### Work to be completed
Each line of the listing that contains the word "place" is to be copied.

### Dataset excerpts
- - -

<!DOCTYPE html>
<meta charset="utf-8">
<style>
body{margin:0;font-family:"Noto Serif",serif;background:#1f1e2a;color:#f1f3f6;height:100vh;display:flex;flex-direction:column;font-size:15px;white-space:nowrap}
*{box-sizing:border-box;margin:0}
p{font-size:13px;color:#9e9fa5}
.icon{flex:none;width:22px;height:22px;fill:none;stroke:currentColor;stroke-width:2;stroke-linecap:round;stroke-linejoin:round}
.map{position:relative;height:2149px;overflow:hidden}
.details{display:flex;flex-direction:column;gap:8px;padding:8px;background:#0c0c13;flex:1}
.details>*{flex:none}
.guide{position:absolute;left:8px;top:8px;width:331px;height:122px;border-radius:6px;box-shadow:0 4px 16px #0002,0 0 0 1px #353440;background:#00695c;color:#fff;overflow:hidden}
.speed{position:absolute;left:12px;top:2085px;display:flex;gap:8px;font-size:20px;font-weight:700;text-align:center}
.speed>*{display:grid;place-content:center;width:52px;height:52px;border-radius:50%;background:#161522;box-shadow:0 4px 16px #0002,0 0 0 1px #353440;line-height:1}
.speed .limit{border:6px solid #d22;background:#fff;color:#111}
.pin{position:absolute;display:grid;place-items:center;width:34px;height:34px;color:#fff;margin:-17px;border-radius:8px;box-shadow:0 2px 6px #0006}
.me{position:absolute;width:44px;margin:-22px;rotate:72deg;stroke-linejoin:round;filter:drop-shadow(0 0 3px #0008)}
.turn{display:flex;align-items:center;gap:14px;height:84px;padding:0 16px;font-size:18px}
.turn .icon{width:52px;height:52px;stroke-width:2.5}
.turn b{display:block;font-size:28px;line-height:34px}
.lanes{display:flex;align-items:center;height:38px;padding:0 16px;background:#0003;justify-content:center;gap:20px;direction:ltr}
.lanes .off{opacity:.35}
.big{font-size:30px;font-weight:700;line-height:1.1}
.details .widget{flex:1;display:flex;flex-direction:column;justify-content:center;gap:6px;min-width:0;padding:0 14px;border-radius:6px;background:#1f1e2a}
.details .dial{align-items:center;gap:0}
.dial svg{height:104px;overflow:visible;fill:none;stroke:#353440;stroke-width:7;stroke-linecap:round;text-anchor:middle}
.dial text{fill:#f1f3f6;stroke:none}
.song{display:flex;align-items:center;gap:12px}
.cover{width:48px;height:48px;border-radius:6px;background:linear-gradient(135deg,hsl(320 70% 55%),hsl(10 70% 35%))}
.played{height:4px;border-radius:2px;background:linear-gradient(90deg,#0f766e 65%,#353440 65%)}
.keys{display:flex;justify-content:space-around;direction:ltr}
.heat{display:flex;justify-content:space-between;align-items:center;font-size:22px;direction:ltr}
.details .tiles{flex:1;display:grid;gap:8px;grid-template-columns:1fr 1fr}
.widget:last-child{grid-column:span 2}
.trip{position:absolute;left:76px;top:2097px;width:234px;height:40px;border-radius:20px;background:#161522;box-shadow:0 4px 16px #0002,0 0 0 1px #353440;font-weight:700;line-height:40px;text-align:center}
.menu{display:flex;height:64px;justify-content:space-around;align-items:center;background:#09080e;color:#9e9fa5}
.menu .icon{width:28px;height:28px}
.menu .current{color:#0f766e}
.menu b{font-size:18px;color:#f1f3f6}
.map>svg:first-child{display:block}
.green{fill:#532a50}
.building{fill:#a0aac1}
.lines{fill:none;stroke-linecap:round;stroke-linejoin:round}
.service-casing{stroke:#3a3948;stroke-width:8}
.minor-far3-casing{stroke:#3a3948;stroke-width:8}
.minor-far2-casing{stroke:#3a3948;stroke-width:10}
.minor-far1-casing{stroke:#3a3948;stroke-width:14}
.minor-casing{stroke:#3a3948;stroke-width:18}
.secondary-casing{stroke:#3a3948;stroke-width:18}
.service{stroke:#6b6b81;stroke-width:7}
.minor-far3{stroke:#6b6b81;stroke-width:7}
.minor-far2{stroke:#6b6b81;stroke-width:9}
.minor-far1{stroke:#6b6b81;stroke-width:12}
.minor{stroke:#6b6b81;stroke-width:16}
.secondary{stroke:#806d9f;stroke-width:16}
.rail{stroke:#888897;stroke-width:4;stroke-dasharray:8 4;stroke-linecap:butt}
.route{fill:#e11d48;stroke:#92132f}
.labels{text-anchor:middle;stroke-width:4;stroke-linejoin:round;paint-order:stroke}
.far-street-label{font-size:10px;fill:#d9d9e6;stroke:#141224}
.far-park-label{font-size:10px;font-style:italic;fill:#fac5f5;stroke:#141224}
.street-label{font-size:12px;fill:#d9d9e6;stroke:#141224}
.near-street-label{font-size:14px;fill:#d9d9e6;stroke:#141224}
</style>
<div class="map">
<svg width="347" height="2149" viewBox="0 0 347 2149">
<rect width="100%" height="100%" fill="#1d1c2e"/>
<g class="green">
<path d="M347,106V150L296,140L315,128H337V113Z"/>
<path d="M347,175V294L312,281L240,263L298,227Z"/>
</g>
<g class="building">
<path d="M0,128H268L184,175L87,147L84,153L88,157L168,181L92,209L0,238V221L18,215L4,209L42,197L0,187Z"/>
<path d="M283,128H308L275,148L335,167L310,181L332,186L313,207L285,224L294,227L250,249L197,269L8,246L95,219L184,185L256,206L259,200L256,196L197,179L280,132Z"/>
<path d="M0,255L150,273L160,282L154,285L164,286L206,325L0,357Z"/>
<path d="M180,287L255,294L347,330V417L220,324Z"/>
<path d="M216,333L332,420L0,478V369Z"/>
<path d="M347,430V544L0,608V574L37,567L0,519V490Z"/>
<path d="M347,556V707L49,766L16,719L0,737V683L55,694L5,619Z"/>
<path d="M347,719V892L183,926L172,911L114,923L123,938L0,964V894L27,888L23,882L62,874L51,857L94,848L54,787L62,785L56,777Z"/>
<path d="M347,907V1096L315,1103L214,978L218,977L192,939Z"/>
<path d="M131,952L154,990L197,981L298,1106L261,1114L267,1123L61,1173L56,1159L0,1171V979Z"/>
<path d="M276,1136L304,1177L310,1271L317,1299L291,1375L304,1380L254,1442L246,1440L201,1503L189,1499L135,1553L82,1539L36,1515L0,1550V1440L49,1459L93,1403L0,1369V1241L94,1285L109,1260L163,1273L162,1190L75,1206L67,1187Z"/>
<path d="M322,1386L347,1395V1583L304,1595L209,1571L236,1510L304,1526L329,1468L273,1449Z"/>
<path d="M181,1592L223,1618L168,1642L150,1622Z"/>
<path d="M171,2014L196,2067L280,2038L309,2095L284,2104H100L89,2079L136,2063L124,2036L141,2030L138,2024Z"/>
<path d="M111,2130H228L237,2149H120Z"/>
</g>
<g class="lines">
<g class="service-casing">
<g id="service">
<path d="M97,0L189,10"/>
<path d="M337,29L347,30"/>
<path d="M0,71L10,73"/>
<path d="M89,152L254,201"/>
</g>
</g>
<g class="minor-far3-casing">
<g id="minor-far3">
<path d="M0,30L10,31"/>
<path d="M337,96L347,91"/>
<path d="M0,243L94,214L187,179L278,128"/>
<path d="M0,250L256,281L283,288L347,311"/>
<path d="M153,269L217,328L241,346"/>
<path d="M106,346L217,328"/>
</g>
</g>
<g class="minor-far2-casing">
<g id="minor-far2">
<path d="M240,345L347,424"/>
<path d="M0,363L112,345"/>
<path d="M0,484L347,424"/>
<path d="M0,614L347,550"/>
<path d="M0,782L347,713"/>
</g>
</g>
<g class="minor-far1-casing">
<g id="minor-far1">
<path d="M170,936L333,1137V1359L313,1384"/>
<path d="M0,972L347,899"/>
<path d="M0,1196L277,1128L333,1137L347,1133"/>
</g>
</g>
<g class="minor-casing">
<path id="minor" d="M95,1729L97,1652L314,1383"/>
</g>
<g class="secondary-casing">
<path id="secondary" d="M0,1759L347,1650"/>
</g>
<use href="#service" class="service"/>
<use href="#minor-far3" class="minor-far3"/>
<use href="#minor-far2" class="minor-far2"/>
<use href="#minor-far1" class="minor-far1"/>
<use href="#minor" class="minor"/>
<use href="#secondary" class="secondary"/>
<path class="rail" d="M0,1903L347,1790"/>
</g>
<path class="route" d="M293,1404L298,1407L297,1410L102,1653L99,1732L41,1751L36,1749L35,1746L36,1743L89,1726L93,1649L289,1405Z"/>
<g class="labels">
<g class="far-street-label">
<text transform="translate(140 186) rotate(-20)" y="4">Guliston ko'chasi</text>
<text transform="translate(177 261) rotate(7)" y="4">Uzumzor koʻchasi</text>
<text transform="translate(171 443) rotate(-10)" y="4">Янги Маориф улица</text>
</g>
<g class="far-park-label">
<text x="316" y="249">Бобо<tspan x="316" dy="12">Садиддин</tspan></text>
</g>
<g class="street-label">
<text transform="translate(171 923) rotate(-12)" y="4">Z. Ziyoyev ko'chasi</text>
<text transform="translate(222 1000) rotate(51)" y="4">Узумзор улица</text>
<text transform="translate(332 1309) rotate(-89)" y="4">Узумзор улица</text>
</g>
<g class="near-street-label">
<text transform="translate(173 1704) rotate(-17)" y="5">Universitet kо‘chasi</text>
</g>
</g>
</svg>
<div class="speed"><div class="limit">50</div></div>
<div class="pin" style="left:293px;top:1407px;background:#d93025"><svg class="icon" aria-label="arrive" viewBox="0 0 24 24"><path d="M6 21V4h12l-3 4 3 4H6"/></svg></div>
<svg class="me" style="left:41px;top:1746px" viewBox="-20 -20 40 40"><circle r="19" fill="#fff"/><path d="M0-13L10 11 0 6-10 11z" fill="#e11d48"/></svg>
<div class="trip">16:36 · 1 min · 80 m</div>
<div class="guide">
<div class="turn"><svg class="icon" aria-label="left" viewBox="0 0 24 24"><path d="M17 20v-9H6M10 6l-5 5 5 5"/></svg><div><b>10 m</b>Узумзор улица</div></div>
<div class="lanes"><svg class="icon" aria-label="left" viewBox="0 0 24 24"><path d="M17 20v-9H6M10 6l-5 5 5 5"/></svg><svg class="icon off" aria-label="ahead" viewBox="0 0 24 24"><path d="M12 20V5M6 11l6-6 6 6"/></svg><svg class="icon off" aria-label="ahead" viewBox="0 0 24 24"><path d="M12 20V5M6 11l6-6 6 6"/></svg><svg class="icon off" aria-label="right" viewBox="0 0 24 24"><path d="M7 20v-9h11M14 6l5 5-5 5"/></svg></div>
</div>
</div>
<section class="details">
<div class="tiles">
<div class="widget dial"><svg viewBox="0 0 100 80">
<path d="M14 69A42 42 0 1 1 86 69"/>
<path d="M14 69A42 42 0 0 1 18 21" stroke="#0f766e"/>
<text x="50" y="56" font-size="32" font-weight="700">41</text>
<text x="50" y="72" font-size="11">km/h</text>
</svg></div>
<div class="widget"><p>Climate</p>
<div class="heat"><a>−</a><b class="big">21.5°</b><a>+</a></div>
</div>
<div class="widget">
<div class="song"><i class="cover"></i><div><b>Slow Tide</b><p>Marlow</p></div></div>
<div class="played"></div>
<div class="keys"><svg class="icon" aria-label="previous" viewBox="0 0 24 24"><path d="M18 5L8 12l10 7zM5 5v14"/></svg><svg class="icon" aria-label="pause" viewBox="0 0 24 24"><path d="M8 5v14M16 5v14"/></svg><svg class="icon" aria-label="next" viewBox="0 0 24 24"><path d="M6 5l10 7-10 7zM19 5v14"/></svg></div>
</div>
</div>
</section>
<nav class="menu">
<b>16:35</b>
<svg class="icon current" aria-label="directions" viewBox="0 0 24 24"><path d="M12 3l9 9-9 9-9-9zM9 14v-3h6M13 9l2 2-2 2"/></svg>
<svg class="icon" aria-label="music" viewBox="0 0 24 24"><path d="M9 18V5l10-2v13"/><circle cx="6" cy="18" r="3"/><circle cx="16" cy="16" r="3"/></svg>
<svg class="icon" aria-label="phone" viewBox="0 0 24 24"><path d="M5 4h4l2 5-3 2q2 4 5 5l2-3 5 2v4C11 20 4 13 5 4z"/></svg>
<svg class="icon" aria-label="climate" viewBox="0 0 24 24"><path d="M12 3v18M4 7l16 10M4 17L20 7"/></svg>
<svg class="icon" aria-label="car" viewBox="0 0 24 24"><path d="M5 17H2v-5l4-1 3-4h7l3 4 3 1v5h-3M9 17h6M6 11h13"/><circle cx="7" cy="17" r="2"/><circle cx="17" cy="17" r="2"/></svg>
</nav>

- - -

### Exercise response
.speed>*{display:grid;place-content:center;width:52px;height:52px;border-radius:50%;background:#161522;box-shadow:0 4px 16px #0002,0 0 0 1px #353440;line-height:1}
.pin{position:absolute;display:grid;place-items:center;width:34px;height:34px;color:#fff;margin:-17px;border-radius:8px;box-shadow:0 2px 6px #0006}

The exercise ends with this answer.